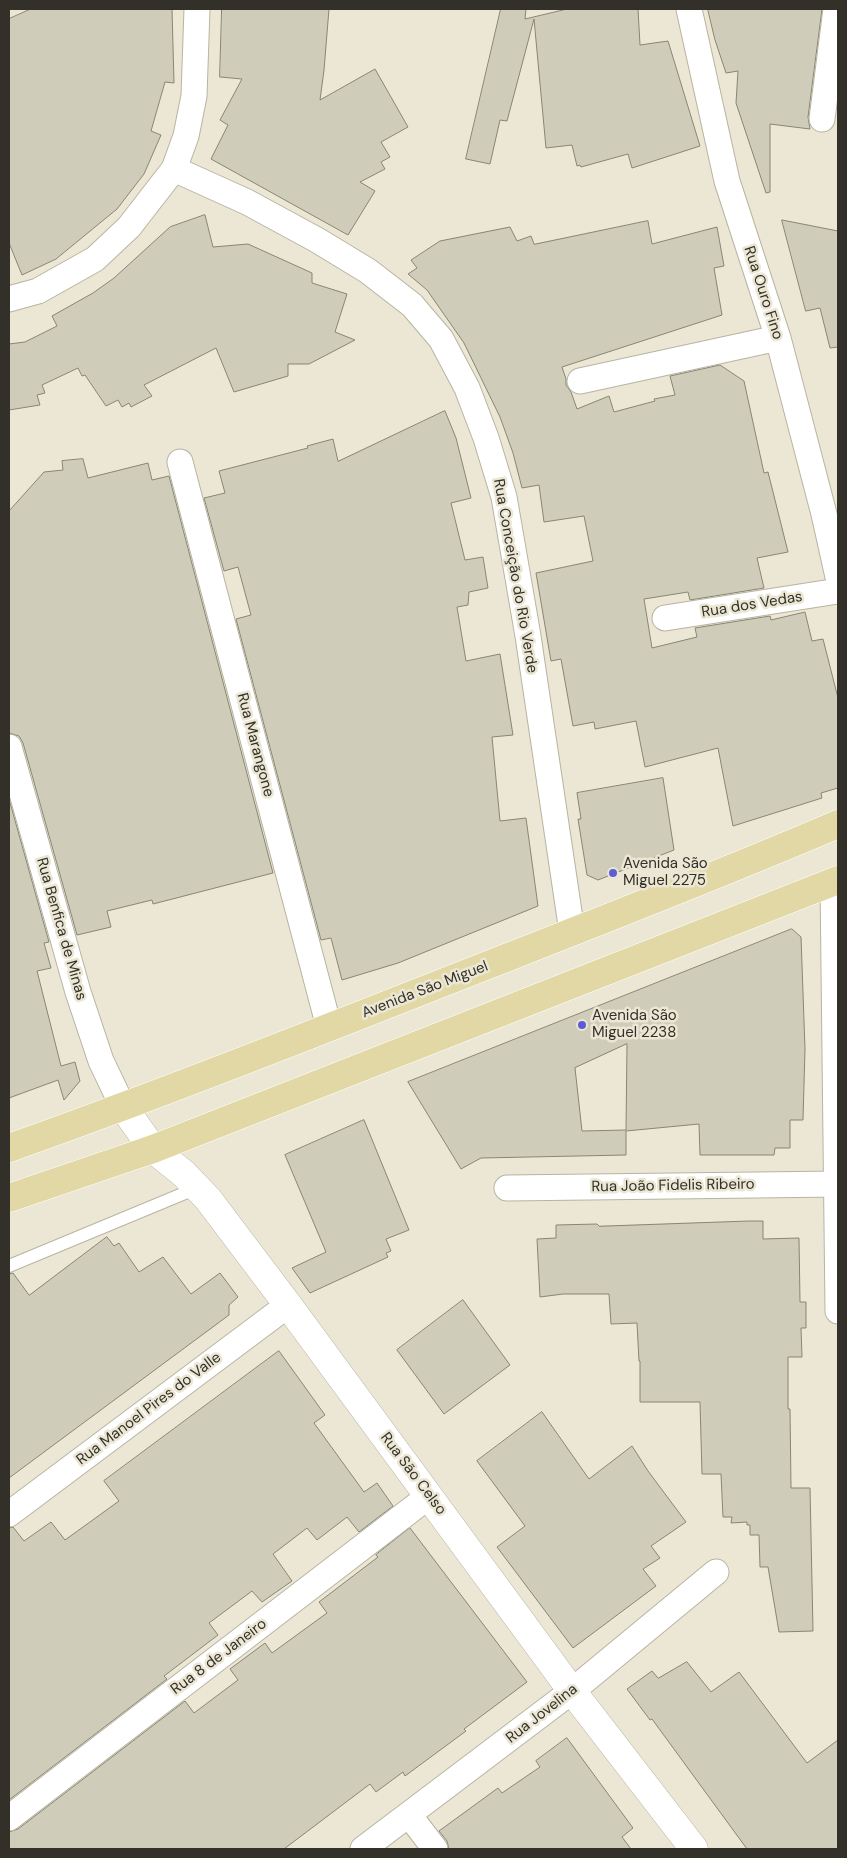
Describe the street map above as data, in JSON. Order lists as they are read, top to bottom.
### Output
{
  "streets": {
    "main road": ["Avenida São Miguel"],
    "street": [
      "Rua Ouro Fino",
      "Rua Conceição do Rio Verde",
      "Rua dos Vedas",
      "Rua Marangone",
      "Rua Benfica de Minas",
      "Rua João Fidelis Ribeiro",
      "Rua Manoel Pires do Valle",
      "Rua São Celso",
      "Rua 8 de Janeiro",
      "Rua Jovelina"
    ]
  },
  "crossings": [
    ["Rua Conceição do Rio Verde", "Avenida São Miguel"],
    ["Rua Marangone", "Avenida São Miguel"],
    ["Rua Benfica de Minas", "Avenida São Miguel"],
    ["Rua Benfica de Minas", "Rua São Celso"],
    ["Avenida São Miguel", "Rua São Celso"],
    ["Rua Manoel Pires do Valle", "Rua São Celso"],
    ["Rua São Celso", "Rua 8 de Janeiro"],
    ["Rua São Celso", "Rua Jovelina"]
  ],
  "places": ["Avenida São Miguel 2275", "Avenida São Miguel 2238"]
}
# # # # #
WORK REQUEST:
What must be returned is only the number of lines in the records that hold the word "Miguel".

SOLUTION TO THIS EXERCISE:
6